Find Greatest Common Divisor

Use the TI calculator to find the result. Follow the step to determine the GCD.

• Enter $a=272$ and $b=1479$ in the TI calculator.
• Press Enter to obtain GCD.

The result is shown as:

$\begin{array}{rcl}AU+BV& =& GCD\\ & =& 17\end{array}$

Thus, $gcd\left(272,1479\right)=17$

Find Greatest Common Divisor

Use the TI calculator to find the result. Follow the step to determine the GCD.

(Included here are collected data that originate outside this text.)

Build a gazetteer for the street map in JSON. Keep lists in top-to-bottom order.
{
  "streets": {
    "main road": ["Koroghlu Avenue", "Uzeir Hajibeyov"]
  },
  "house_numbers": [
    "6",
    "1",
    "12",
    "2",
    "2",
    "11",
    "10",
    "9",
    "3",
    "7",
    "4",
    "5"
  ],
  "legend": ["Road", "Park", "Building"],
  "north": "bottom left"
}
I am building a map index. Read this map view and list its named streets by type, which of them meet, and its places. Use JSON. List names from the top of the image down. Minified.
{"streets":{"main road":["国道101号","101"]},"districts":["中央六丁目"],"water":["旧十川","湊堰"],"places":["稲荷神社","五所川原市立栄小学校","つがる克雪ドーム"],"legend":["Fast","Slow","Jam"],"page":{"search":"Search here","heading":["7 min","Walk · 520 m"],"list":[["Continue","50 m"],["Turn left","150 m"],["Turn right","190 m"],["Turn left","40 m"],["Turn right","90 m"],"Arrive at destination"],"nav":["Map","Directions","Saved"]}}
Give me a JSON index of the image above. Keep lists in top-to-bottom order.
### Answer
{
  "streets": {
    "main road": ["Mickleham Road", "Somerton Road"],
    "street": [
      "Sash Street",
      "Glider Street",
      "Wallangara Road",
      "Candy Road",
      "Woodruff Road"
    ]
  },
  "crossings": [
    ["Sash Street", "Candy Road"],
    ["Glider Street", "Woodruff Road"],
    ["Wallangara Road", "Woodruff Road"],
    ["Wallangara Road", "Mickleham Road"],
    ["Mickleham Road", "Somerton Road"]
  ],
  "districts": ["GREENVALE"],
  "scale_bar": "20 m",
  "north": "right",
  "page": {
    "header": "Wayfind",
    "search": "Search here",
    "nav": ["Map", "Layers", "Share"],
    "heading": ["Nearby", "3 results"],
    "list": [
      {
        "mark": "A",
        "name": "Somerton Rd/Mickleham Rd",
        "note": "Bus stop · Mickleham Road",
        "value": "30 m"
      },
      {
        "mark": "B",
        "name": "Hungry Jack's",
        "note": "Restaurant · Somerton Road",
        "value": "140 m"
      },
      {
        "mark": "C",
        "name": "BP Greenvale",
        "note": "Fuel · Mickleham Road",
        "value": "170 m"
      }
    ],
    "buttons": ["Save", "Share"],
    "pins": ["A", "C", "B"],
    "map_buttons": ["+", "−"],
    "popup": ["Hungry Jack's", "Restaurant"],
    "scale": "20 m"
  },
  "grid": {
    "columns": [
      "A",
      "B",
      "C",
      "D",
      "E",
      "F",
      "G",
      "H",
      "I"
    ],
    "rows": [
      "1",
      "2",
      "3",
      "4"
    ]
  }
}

• Enter $a=4144$ and $b=7696$ in the TI calculator.
• Press Enter to obtain GCD.

The result is shown as:

$\begin{array}{rcl}AU+BV& =& GCD\\ & =& 592\end{array}$

Thus, $gcd\left(4144,7696\right)=562$.

Find Greatest Common Divisor

Use the TI calculator to find the result. Follow the step to determine the GCD.

• Enter $a=12378$ and $b=3054$ in the TI calculator.
• Press Enter to obtain GCD.

The result is shown as:

$\begin{array}{rcl}AU+BV& =& GCD\\ & =& 6\end{array}$

Thus, $gcd\left(12378,3054\right)=6$.